Work instruction — Reproduce the records without their pictures, keeping every word as it is.

___ Dataset excerpts ___

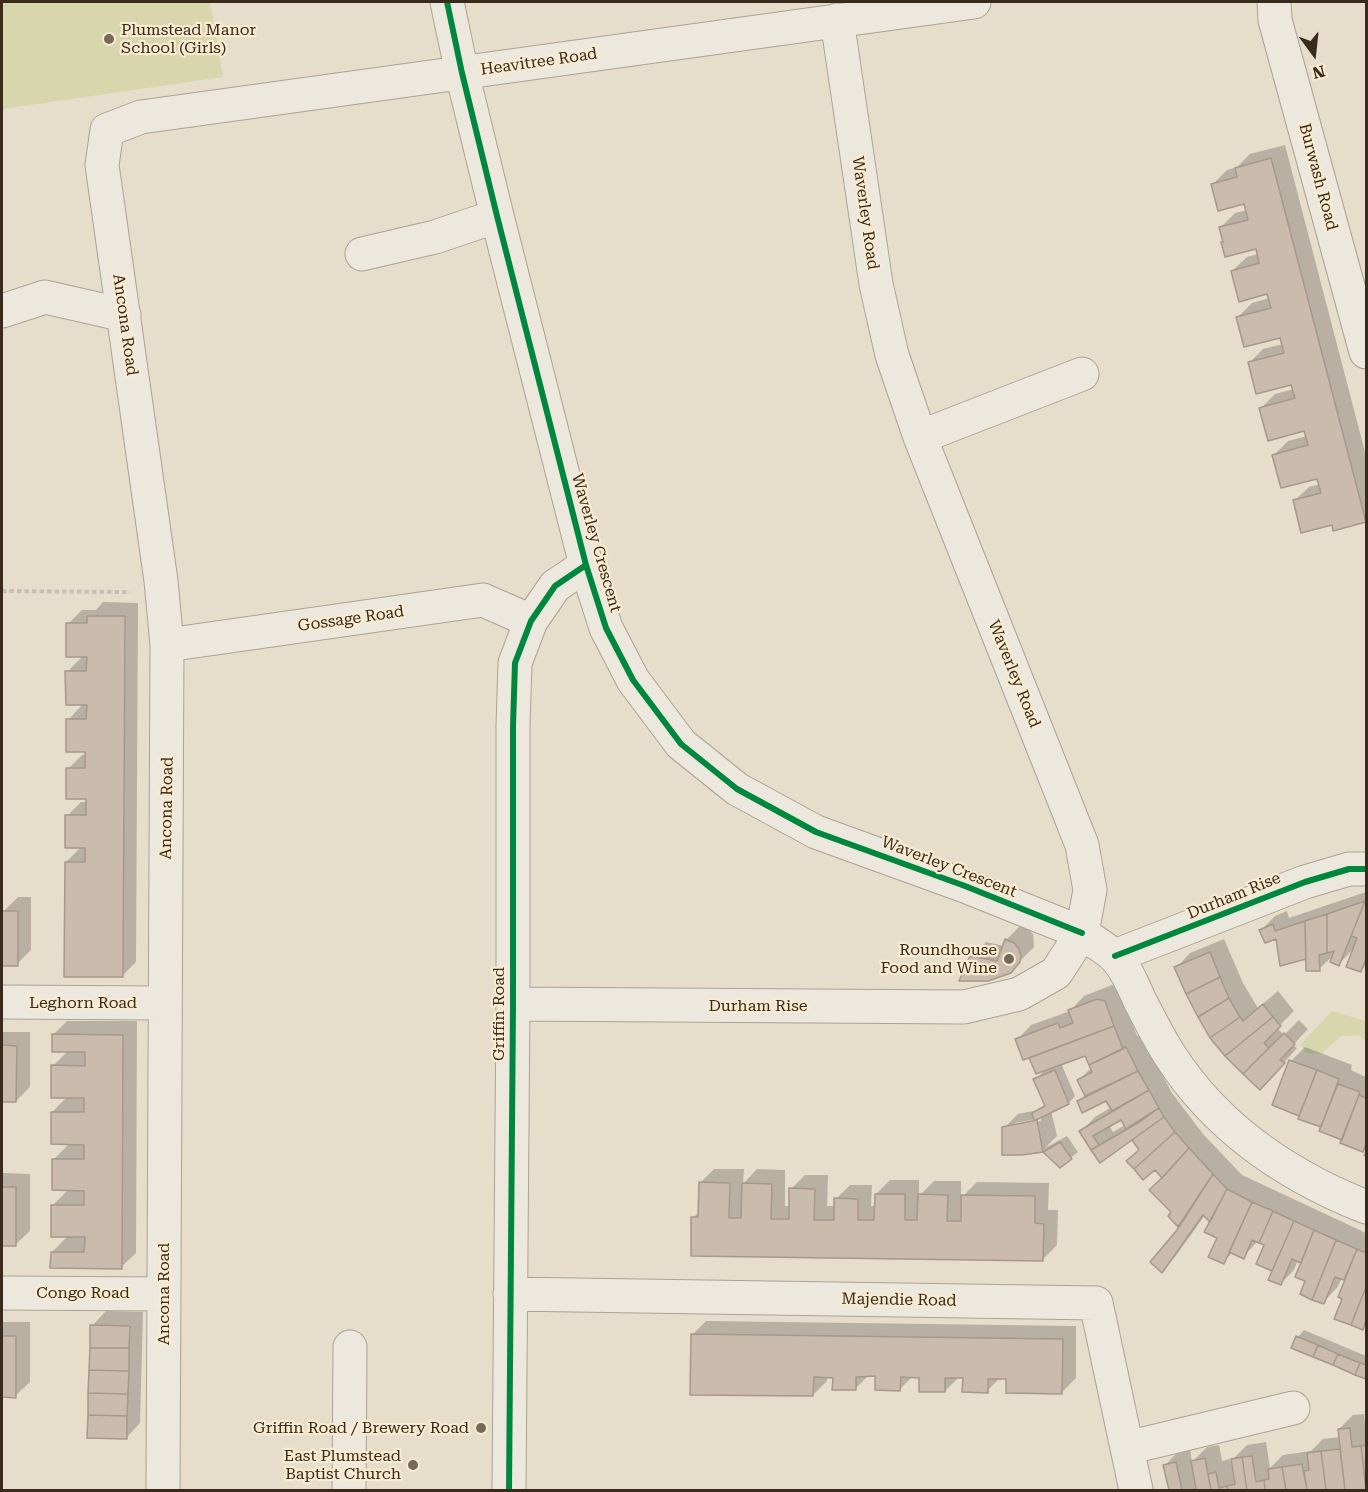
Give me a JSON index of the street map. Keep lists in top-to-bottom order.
{
  "streets": {
    "street": [
      "Heavitree Road",
      "Burwash Road",
      "Waverley Road",
      "Ancona Road",
      "Waverley Crescent",
      "Gossage Road",
      "Durham Rise",
      "Leghorn Road",
      "Griffin Road",
      "Congo Road",
      "Majendie Road"
    ]
  },
  "crossings": [
    ["Heavitree Road", "Waverley Road"],
    ["Heavitree Road", "Ancona Road"],
    ["Heavitree Road", "Waverley Crescent"],
    ["Waverley Road", "Waverley Crescent"],
    ["Waverley Road", "Durham Rise"],
    ["Ancona Road", "Gossage Road"],
    ["Ancona Road", "Leghorn Road"],
    ["Ancona Road", "Congo Road"],
    ["Waverley Crescent", "Durham Rise"],
    ["Waverley Crescent", "Griffin Road"],
    ["Gossage Road", "Griffin Road"],
    ["Durham Rise", "Griffin Road"],
    ["Griffin Road", "Majendie Road"]
  ],
  "places": [
    "Plumstead Manor School (Girls)",
    "Roundhouse Food and Wine",
    "Griffin Road / Brewery Road",
    "East Plumstead Baptist Church"
  ],
  "north": "bottom"
}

___

Solution below —
Give me a JSON index of the street map. Keep lists in top-to-bottom order.
{
  "streets": {
    "street": [
      "Heavitree Road",
      "Burwash Road",
      "Waverley Road",
      "Ancona Road",
      "Waverley Crescent",
      "Gossage Road",
      "Durham Rise",
      "Leghorn Road",
      "Griffin Road",
      "Congo Road",
      "Majendie Road"
    ]
  },
  "crossings": [
    ["Heavitree Road", "Waverley Road"],
    ["Heavitree Road", "Ancona Road"],
    ["Heavitree Road", "Waverley Crescent"],
    ["Waverley Road", "Waverley Crescent"],
    ["Waverley Road", "Durham Rise"],
    ["Ancona Road", "Gossage Road"],
    ["Ancona Road", "Leghorn Road"],
    ["Ancona Road", "Congo Road"],
    ["Waverley Crescent", "Durham Rise"],
    ["Waverley Crescent", "Griffin Road"],
    ["Gossage Road", "Griffin Road"],
    ["Durham Rise", "Griffin Road"],
    ["Griffin Road", "Majendie Road"]
  ],
  "places": [
    "Plumstead Manor School (Girls)",
    "Roundhouse Food and Wine",
    "Griffin Road / Brewery Road",
    "East Plumstead Baptist Church"
  ],
  "north": "bottom"
}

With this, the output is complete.